I'm a complete newbie in Machine Learning, NLP, Data Analysis but I'm very motivated to understand it better. I'm reading couple of books on NLTK, scikit-learn etc. I discovered a python module "TextBlob" and found it to be super easy to get started with it. Hence I have created a sample demo python script which is hosted at: https://gist.github.com/dpnishant/367cef57a8033138eb0a. I'm trying to figure out the best suited algorithm for sentiment analysis and text classification. My questions are as follows:
Why is the sentiment analysis in the NaiveBayesClassifier slow even on such a small training set? Is this time constant or is it going to increase even more with more training data? And also the sentiment analysis is incorrect (refer the script output, it says "negative" for the input text "sandwich is good"). What am I doing wrong?
I read in the TextBlob's documentation that the NaiveBayesClassifier is trained on the movie_review corpus. Is there any api where I can change it to something else, nps_chat maybe? Something that is not very clear to me is what is the role of a corpus? I mean, we are training the classifier with our own sample training data then how would more specific corpus e.g. nps_chat, product_reviews, moview_review etc. would help?
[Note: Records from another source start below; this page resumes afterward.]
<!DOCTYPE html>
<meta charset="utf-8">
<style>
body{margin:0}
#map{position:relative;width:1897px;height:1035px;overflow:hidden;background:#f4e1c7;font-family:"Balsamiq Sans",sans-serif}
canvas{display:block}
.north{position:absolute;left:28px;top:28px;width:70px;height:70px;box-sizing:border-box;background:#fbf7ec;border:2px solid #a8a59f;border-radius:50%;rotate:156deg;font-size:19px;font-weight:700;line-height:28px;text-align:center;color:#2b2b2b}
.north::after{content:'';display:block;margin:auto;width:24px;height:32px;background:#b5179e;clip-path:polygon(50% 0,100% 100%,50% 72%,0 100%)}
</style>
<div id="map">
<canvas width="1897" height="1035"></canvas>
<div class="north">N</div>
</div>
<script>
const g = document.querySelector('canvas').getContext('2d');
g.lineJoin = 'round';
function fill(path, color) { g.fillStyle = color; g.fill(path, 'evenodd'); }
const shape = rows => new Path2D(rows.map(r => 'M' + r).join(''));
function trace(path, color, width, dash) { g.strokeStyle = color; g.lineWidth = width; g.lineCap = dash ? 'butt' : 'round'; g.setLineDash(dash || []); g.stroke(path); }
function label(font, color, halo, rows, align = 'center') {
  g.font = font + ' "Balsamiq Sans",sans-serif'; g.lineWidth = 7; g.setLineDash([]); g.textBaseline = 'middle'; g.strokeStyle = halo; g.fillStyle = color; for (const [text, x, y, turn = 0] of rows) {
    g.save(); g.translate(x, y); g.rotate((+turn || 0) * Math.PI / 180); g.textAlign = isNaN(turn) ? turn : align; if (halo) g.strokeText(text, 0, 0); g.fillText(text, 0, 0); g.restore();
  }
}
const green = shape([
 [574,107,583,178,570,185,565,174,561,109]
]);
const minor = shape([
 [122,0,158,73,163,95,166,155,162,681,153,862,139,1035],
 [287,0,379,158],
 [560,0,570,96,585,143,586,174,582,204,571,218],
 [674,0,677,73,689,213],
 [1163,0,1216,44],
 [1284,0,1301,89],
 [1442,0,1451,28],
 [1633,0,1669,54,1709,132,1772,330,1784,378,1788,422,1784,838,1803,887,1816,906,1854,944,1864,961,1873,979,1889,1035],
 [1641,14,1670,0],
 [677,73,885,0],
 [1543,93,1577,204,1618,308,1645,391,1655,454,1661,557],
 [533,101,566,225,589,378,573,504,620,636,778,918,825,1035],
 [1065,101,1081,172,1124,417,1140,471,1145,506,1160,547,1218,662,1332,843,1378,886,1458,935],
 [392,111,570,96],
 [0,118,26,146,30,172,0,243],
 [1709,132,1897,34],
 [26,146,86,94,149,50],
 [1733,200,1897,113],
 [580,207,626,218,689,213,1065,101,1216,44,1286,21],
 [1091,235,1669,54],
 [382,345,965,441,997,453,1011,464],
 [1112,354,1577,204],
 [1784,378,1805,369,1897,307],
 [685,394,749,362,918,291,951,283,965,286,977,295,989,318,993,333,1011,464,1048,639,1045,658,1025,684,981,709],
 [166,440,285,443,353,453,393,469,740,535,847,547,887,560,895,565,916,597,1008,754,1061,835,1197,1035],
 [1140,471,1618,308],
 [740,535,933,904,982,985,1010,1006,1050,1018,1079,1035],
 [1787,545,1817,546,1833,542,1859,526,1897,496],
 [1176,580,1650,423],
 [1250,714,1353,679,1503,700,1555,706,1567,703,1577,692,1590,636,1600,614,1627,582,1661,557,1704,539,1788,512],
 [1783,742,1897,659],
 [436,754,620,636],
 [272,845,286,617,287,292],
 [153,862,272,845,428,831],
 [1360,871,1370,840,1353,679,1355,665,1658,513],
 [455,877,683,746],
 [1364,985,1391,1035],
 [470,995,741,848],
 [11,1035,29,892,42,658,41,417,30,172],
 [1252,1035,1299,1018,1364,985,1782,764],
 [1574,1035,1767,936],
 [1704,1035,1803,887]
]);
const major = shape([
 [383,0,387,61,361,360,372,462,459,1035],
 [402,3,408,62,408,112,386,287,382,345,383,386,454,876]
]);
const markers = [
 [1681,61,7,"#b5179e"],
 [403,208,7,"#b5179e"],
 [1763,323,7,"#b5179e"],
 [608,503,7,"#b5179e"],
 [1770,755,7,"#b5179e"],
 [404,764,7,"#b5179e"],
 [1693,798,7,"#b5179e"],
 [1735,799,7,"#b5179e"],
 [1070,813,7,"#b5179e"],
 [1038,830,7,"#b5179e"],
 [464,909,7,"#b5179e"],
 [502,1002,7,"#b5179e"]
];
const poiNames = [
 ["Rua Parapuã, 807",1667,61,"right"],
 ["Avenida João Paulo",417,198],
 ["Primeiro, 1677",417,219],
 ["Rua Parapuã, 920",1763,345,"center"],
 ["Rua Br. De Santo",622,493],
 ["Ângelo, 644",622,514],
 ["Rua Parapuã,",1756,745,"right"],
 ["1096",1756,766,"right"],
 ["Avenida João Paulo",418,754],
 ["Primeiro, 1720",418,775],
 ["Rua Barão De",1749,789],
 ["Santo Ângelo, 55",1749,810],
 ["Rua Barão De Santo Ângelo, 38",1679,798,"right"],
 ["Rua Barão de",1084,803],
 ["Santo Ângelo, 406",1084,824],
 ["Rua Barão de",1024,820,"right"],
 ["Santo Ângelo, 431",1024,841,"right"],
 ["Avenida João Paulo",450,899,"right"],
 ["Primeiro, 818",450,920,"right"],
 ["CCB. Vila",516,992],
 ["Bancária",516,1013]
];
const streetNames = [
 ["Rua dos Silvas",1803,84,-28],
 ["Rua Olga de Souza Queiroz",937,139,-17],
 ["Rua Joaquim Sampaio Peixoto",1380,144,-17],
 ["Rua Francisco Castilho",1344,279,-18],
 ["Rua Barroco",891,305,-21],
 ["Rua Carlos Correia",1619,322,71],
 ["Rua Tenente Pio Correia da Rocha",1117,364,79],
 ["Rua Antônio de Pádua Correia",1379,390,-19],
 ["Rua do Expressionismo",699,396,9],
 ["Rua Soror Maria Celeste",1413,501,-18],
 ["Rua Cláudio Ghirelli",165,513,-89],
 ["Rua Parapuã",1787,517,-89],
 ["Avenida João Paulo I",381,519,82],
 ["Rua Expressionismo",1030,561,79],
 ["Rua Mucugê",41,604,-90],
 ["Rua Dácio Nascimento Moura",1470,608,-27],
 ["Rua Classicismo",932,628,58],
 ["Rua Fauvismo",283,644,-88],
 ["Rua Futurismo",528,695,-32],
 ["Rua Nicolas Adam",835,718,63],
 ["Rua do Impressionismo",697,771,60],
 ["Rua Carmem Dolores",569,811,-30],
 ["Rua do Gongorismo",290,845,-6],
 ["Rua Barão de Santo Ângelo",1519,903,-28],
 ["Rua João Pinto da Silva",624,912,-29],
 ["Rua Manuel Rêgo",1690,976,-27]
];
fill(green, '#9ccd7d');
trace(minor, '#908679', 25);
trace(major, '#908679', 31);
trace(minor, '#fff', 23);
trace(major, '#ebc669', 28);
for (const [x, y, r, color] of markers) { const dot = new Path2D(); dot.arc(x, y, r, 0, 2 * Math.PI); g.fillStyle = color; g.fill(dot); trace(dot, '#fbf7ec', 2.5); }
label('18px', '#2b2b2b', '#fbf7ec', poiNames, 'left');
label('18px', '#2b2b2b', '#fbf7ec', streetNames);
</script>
I understand that I need to train a classifier for it to work on a unlabelled data. But if the training data gets huge, what is the best way to handle it? Should the program build the model from the training data every time or is there way where we can save the model to a file (something like pickle) and read it from there? Is it possible with TextBlob and will there be any performance improvements with this methodology?
In my script, in the last block I'm trying to evaluate the SklearnClassifier via the NLTKClassifier module but I'm having no luck there. It throws some cryptic error messages. Can you please help me in resolving it? And also may I request you to, if possible, show some examples regarding the usage of algorithms/classifiers available in the nltk.classify package on the TextBlob's documentation website e.g. the Megam, LogisticRegression, SVM, BernoulliNB, GaussianNB etc. An use-case for understanding the applicability of the each algorithm would clear a lot of doubts in beginners like me.